REFLEXÕES BUDISTAS SOBRE A REALIDADE CONTEMPORÂNEA

O que diria a Osama Bin Laden*
2001

O monge Zen Thich Nhât Hanh explica como a escuta é o primeiro passo para a paz

Entrevista de Anne A. Simpkinson

Thich Nhât Hanh é um monge vietnamita da tradição Zen que trabalhou incansavelmente pela paz durante a guerra do Vietnã, reconstruindo aldeias destruídas pelas hostilidades. Depois de um tour de palestras contra a guerra nos Estados Unidos, não lhe foi permitido voltar ao seu país e então estabeleceu-se na França. Em 1967 o Reverendo Martin Luther King Jr. o indicou como candidato para o Prêmio Nobel da Paz. Atualmente, é conhecido a nível internacional pelos seus ensinamentos e pelos escritos sobre a plena consciência, junto ao seu trabalho em prol de um “Budismo Socialmente Engajado”, uma chamada à ação social baseada nos princípios budistas. Thây, como é afetuosamente chamado pelos seus seguidores, nos fez conhecer as suas reflexões sobre a forma como a América deveria responder aos ataques terroristas. Esta entrevista vai fazer parte de um livro em curso de publicação intitulado Out of the Ashes: A Spiritual Response to America’s Tragedy, que será publicado pela Beliefnet e a Rodale Press.

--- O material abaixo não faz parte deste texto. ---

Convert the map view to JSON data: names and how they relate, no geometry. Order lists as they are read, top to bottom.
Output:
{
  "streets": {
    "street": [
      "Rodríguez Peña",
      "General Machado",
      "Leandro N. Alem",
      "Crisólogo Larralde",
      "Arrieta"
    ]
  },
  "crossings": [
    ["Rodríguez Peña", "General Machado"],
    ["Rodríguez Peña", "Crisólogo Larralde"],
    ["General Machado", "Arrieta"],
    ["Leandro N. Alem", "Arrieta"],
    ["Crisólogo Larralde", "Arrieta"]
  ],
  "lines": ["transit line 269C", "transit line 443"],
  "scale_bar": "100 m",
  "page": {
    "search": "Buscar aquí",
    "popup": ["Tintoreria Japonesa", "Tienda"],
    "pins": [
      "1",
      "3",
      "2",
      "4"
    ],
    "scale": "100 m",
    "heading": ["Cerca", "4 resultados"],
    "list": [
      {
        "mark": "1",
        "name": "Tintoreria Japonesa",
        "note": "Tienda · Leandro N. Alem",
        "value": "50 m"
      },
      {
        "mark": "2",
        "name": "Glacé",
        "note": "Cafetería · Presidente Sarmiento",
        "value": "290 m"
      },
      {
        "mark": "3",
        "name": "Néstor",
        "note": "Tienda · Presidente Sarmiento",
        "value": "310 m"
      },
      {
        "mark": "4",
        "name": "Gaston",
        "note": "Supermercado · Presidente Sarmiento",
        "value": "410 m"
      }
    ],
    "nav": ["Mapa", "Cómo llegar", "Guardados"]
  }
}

Se pudesse falar com Osama Bin Laden, o que diria-lhe? E se pudesse falar para o povo americano, o que sugeriria que fizesse nestas circunstâncias, como indivíduos e como nação?

Se me fosse concedida a oportunidade de ficar cara a cara com Osama Bin Laden, a primeira coisa que faria seria escutar. Tentaria compreender porquê agiu de uma forma tão cruel. Tentaria compreender todos os sofrimentos que o levaram à violência. Escutar desta forma poderia não ser fácil, então deveria ficar calmo e lúcido. Precisaria ter perto de mim diversos amigos fortes na prática da escuta profunda, do escutar sem reagir, sem julgar e condenar. Deste jeito, criaria-se uma atmosfera de apoio ao redor desta pessoa e das ligadas a ela, de forma que poderiam realmente experimentar uma partilha, confiar que estejam sendo escutadas de verdade.

Depois de ter escutado por algum tempo, poderíamos precisar de uma interrupção para permitir que o que foi dito entre na nossa consciência. Só quando nos sentirmos calmos e lúcidos, poderemos dar uma resposta. Responderemos ponto por ponto ao que foi dito. Responderemos de forma gentil, mas firme, de forma a ajudá-los a descobrir as suas interpretações erradas, para que possam acabar com os atos violentos de sua própria vontade.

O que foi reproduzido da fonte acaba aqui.